• **Your goal**
Nothing but an exact repeat of the data, with pictures removed, belongs in the answer.

• **Collected data entries**
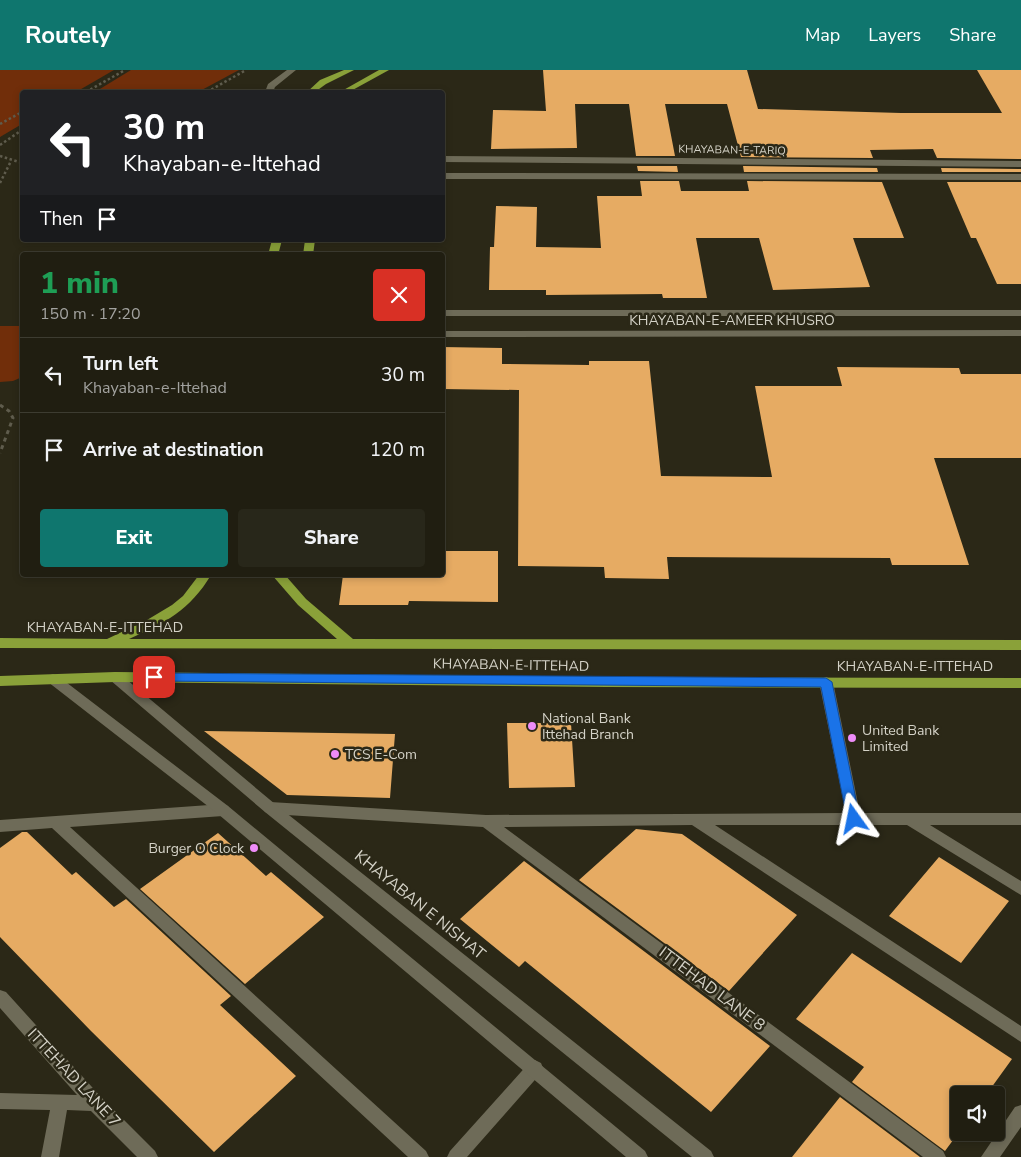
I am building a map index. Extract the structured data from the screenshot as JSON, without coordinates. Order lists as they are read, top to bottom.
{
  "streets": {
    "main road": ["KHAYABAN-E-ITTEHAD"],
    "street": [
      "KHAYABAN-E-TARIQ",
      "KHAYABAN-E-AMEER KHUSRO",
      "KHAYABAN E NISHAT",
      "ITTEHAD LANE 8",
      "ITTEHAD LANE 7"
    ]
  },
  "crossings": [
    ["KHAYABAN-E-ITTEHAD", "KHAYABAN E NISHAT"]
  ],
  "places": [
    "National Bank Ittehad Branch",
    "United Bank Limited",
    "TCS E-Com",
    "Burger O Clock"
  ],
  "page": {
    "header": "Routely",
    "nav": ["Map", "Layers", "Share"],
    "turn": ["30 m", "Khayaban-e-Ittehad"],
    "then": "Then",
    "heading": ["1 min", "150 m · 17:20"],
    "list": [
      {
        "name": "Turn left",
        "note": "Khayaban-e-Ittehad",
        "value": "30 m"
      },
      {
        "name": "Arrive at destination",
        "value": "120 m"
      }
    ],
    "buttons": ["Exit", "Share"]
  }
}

• **Answer space**
I am building a map index. Extract the structured data from the screenshot as JSON, without coordinates. Order lists as they are read, top to bottom.
{
  "streets": {
    "main road": ["KHAYABAN-E-ITTEHAD"],
    "street": [
      "KHAYABAN-E-TARIQ",
      "KHAYABAN-E-AMEER KHUSRO",
      "KHAYABAN E NISHAT",
      "ITTEHAD LANE 8",
      "ITTEHAD LANE 7"
    ]
  },
  "crossings": [
    ["KHAYABAN-E-ITTEHAD", "KHAYABAN E NISHAT"]
  ],
  "places": [
    "National Bank Ittehad Branch",
    "United Bank Limited",
    "TCS E-Com",
    "Burger O Clock"
  ],
  "page": {
    "header": "Routely",
    "nav": ["Map", "Layers", "Share"],
    "turn": ["30 m", "Khayaban-e-Ittehad"],
    "then": "Then",
    "heading": ["1 min", "150 m · 17:20"],
    "list": [
      {
        "name": "Turn left",
        "note": "Khayaban-e-Ittehad",
        "value": "30 m"
      },
      {
        "name": "Arrive at destination",
        "value": "120 m"
      }
    ],
    "buttons": ["Exit", "Share"]
  }
}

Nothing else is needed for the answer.